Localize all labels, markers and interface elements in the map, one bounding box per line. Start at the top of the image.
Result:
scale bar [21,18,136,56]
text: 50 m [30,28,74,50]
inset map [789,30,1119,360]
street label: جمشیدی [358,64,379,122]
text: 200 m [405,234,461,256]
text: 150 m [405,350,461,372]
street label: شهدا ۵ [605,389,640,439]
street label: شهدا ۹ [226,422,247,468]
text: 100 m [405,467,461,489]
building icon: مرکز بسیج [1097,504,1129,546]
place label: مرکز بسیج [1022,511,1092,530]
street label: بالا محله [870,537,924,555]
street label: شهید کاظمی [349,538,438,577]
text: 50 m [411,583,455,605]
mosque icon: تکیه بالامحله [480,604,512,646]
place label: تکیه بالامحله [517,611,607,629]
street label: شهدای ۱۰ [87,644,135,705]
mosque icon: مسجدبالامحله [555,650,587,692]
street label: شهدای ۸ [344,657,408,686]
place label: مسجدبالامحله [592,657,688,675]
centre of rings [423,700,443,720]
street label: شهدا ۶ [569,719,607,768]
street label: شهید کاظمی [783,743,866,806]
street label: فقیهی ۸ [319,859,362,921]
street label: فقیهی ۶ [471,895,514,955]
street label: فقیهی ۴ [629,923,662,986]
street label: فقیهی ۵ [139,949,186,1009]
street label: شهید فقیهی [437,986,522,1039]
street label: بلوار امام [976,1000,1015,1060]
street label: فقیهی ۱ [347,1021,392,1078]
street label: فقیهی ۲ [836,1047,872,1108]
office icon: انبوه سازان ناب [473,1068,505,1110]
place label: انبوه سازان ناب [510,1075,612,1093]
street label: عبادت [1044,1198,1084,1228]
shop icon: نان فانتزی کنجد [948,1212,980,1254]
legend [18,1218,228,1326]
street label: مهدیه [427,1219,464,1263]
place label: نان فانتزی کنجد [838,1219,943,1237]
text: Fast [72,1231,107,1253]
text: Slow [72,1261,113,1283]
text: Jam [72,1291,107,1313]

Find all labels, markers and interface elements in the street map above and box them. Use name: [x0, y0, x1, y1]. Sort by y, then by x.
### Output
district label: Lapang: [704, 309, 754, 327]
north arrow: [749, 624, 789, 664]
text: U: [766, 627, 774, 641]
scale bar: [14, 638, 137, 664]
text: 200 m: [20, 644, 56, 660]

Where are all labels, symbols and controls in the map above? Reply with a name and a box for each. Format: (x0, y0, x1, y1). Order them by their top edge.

---*---

- [EXERCISE DETAILS] Output the entire listing again, word for word.

- [SOLUTION TO THIS PROBLEM]
Localize all labels, markers and interface elements in the map, one bounding box per line. Start at the top of the image.
Result:
scale bar [21,18,136,56]
text: 50 m [30,28,74,50]
inset map [789,30,1119,360]
street label: جمشیدی [358,64,379,122]
text: 200 m [405,234,461,256]
text: 150 m [405,350,461,372]
street label: شهدا ۵ [605,389,640,439]
street label: شهدا ۹ [226,422,247,468]
text: 100 m [405,467,461,489]
building icon: مرکز بسیج [1097,504,1129,546]
place label: مرکز بسیج [1022,511,1092,530]
street label: بالا محله [870,537,924,555]
street label: شهید کاظمی [349,538,438,577]
text: 50 m [411,583,455,605]
mosque icon: تکیه بالامحله [480,604,512,646]
place label: تکیه بالامحله [517,611,607,629]
street label: شهدای ۱۰ [87,644,135,705]
mosque icon: مسجدبالامحله [555,650,587,692]
street label: شهدای ۸ [344,657,408,686]
place label: مسجدبالامحله [592,657,688,675]
centre of rings [423,700,443,720]
street label: شهدا ۶ [569,719,607,768]
street label: شهید کاظمی [783,743,866,806]
street label: فقیهی ۸ [319,859,362,921]
street label: فقیهی ۶ [471,895,514,955]
street label: فقیهی ۴ [629,923,662,986]
street label: فقیهی ۵ [139,949,186,1009]
street label: شهید فقیهی [437,986,522,1039]
street label: بلوار امام [976,1000,1015,1060]
street label: فقیهی ۱ [347,1021,392,1078]
street label: فقیهی ۲ [836,1047,872,1108]
office icon: انبوه سازان ناب [473,1068,505,1110]
place label: انبوه سازان ناب [510,1075,612,1093]
street label: عبادت [1044,1198,1084,1228]
shop icon: نان فانتزی کنجد [948,1212,980,1254]
legend [18,1218,228,1326]
street label: مهدیه [427,1219,464,1263]
place label: نان فانتزی کنجد [838,1219,943,1237]
text: Fast [72,1231,107,1253]
text: Slow [72,1261,113,1283]
text: Jam [72,1291,107,1313]

Find all labels, markers and interface elements in the street map above and box them. Use name: [x0, y0, x1, y1]. Sort by y, then by x.
### Output
district label: Lapang: [704, 309, 754, 327]
north arrow: [749, 624, 789, 664]
text: U: [766, 627, 774, 641]
scale bar: [14, 638, 137, 664]
text: 200 m: [20, 644, 56, 660]

Where are all labels, symbols and controls in the map above? Reply with a name and a box for each. Format: (x0, y0, x1, y1). Order them by their top edge.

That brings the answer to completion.